WORK REQUEST:
Determine which lines of the records include the word "html", and copy them.
----- THE INPUT
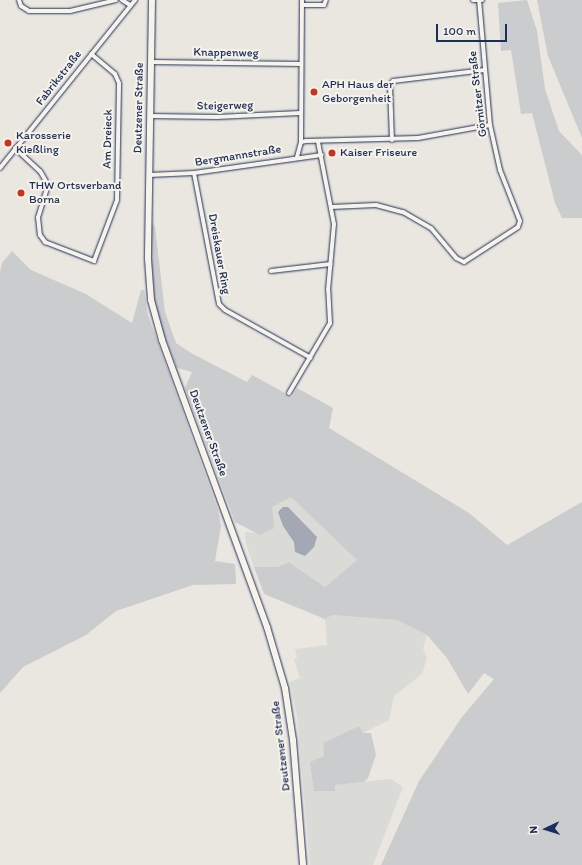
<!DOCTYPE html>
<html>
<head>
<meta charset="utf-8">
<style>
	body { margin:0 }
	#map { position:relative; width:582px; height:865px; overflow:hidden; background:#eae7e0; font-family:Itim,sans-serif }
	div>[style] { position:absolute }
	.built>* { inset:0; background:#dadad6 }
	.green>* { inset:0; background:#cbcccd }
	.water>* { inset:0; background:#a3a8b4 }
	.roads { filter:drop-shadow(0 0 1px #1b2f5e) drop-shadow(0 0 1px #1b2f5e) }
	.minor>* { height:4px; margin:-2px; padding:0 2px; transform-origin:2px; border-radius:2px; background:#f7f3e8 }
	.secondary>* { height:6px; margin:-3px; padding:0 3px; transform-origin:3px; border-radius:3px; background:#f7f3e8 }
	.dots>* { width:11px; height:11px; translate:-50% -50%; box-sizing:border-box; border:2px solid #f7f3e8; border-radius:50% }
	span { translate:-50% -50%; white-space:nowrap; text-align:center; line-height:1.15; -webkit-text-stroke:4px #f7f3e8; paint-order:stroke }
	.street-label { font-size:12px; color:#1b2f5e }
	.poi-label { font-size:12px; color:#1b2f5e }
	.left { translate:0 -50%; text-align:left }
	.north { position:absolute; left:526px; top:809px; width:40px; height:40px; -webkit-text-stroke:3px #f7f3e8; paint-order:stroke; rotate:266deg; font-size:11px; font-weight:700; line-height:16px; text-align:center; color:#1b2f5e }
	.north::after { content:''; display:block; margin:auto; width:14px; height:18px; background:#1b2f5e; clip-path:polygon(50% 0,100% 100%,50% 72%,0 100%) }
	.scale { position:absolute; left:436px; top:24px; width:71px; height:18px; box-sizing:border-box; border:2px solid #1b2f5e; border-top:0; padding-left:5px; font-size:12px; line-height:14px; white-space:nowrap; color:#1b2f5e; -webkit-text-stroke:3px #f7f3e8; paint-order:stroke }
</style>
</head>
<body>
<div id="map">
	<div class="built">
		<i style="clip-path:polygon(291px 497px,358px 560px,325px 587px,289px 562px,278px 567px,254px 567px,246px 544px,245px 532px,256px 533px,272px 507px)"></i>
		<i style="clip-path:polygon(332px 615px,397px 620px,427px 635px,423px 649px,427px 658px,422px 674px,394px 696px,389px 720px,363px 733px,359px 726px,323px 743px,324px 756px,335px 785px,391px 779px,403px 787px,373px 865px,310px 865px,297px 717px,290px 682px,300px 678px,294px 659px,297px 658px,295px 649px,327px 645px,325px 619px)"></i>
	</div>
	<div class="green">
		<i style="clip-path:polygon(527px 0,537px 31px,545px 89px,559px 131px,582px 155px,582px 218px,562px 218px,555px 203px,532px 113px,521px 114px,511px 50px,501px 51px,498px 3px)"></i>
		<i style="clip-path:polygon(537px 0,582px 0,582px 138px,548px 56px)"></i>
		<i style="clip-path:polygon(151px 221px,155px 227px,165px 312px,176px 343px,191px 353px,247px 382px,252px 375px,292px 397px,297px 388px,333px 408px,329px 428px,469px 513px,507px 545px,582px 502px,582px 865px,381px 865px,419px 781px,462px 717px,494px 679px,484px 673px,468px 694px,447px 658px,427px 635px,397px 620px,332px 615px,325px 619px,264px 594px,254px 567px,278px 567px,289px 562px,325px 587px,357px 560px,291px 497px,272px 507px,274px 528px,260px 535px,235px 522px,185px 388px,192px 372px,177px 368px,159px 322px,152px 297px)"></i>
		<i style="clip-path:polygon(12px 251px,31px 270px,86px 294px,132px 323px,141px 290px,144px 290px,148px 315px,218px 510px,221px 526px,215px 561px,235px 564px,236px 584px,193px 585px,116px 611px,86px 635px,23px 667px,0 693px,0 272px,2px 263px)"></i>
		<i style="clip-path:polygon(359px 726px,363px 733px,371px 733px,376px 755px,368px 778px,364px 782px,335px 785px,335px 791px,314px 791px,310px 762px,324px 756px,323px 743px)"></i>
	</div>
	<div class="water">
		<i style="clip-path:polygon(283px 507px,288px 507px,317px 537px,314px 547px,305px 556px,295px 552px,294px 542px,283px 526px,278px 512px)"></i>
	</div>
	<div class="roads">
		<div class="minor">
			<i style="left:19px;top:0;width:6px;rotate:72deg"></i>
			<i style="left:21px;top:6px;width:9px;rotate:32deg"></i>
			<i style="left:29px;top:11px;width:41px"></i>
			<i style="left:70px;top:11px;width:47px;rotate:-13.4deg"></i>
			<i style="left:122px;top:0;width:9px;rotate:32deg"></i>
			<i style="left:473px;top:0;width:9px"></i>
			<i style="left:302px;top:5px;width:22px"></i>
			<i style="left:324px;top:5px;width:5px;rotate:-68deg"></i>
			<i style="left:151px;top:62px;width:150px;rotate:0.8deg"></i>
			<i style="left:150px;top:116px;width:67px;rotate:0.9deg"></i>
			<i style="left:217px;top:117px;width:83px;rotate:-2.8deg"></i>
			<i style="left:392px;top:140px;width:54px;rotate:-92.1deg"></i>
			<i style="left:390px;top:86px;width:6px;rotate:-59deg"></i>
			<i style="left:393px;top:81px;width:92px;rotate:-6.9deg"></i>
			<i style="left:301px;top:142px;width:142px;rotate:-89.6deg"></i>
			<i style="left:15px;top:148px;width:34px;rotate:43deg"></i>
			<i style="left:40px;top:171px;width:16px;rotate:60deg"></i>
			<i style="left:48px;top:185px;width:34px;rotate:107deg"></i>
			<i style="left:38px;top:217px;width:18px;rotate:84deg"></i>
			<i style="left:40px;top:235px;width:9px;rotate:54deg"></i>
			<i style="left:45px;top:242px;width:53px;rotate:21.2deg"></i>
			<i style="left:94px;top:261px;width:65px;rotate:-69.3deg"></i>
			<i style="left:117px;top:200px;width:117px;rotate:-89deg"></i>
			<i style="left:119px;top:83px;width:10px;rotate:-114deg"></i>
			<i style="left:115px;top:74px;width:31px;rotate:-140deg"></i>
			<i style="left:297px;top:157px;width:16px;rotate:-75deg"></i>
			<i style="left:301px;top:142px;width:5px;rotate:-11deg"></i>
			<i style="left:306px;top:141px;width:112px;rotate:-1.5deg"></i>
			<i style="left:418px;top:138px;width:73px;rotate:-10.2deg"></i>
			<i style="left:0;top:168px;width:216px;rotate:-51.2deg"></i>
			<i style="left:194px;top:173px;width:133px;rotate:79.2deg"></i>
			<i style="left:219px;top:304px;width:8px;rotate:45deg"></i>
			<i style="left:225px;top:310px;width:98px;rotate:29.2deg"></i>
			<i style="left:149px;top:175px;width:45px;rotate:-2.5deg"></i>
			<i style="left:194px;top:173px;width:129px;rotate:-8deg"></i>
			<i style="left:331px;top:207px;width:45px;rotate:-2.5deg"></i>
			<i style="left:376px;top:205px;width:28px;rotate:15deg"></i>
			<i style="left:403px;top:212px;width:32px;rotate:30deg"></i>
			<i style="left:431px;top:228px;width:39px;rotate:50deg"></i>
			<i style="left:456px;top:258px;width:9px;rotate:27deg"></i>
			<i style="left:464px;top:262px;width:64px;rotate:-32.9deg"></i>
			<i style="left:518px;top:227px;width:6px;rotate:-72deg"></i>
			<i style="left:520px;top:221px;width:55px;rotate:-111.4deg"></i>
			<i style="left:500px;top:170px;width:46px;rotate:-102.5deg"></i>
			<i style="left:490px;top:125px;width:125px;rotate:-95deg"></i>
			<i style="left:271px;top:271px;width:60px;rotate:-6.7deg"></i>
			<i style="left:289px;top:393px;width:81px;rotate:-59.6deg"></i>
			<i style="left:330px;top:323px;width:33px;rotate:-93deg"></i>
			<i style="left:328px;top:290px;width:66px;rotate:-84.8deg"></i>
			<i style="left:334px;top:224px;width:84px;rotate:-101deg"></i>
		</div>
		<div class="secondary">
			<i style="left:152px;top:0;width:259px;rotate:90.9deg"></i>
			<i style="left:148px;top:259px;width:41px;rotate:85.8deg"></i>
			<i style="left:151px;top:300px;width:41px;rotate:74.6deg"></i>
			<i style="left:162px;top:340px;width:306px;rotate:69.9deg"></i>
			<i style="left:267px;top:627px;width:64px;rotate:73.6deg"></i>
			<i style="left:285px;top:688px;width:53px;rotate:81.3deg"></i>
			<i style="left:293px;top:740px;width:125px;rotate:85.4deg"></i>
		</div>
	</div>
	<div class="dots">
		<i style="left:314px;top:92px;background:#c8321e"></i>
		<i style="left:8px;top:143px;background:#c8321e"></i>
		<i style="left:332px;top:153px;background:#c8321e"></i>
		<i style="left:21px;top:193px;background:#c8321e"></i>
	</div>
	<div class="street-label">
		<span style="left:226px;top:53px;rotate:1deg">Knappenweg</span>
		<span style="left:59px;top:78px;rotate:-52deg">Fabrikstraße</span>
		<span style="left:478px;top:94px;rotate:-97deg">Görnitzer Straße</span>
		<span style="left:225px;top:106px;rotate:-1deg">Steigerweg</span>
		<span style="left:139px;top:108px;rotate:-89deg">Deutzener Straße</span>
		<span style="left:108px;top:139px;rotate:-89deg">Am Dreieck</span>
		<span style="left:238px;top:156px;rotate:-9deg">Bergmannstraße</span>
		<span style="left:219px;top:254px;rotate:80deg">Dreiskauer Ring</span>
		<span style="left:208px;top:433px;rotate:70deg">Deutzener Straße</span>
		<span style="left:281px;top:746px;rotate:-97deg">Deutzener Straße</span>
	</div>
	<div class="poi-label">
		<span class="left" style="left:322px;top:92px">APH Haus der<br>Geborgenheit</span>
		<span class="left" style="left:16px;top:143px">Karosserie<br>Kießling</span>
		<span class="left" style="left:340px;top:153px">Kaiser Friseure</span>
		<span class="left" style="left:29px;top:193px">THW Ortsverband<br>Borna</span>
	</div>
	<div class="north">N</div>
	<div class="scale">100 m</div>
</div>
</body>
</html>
----------
----- THE INPUT
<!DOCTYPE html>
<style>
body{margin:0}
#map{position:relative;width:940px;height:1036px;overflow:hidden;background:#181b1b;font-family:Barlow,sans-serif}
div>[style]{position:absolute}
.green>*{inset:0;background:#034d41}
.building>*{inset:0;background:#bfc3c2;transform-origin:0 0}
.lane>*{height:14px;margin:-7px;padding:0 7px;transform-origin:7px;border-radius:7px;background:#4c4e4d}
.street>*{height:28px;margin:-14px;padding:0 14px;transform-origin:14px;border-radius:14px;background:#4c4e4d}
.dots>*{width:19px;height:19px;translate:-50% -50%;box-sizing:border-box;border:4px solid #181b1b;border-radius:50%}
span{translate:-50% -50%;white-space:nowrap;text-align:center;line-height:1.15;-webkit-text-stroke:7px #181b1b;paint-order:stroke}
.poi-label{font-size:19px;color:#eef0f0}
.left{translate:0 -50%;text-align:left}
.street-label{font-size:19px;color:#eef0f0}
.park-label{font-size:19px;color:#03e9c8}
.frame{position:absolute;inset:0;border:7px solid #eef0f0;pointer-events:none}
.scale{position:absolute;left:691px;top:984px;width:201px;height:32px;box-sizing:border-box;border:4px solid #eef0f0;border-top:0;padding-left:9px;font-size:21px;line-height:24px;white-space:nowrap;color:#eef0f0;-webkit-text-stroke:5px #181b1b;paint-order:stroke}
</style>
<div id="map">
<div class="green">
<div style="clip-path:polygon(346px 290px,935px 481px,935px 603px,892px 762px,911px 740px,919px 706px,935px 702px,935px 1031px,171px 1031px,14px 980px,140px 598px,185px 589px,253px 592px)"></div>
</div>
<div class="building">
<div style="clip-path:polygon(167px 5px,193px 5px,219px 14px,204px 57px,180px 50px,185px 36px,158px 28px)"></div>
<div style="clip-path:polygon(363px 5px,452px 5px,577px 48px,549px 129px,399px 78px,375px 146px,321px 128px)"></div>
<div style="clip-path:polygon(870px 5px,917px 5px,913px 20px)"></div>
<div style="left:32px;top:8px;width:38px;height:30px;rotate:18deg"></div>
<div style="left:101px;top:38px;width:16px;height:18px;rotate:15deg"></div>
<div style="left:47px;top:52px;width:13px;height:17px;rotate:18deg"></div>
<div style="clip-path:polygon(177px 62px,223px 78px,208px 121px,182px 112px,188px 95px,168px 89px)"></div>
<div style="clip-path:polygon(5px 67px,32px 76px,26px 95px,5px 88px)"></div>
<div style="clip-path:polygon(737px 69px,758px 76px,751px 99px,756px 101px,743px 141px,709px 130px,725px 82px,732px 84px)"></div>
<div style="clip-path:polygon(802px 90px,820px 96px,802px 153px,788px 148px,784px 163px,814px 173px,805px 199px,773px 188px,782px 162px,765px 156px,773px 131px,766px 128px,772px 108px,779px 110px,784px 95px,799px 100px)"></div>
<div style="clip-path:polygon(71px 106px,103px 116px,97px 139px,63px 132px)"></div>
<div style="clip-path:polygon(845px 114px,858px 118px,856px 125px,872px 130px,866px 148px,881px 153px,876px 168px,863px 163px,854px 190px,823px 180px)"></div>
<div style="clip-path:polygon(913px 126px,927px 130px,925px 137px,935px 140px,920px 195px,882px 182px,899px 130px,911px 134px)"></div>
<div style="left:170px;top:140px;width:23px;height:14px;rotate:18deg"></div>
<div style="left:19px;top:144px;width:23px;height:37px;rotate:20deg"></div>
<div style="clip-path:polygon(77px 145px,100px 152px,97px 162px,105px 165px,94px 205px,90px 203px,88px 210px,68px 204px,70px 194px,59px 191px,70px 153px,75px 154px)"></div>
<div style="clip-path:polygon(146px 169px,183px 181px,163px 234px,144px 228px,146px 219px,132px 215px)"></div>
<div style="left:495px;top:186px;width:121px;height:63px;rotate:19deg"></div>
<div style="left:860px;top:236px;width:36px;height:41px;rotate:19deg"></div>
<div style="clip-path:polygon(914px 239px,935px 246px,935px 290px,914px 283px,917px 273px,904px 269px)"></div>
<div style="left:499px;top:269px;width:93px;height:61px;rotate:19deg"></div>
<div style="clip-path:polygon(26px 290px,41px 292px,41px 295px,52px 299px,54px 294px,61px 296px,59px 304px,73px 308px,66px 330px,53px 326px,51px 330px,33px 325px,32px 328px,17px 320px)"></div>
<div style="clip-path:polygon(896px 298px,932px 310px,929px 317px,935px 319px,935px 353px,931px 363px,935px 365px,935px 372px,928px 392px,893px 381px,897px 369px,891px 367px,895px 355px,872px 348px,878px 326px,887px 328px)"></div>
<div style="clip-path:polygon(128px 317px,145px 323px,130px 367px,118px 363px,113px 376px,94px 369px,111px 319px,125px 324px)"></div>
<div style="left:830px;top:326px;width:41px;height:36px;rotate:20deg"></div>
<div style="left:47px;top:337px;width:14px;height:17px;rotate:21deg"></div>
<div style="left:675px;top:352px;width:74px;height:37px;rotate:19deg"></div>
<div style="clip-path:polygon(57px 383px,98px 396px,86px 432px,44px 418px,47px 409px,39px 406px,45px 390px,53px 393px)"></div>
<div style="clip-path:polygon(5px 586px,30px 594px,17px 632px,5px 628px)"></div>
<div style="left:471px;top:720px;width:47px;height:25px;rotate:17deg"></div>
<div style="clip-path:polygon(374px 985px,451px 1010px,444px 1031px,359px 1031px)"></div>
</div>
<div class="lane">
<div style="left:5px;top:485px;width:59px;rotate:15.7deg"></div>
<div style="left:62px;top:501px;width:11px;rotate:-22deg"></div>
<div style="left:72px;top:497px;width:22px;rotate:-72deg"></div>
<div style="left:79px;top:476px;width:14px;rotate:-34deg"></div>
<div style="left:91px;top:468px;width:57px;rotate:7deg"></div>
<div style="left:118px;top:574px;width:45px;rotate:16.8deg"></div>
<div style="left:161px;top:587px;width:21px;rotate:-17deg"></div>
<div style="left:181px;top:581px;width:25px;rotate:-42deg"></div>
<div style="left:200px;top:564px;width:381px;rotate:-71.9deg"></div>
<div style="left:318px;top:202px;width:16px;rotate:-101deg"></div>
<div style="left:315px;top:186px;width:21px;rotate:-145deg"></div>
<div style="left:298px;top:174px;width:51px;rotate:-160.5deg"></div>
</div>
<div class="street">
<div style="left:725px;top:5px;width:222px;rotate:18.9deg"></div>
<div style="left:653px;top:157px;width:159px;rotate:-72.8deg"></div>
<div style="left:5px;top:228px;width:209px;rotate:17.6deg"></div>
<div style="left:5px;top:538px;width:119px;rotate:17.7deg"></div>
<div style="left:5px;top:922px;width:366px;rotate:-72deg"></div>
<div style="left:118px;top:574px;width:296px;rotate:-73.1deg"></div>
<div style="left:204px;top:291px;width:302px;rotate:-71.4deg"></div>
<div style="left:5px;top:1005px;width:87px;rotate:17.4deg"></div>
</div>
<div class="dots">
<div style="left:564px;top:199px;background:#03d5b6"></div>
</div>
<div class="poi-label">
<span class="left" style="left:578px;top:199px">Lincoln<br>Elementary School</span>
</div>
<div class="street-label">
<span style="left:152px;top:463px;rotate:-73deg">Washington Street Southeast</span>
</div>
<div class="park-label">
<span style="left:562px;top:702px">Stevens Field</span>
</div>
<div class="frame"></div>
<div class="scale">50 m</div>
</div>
----------
EXPECTED OUTPUT:
<!DOCTYPE html>
<html>
</html>
<!DOCTYPE html>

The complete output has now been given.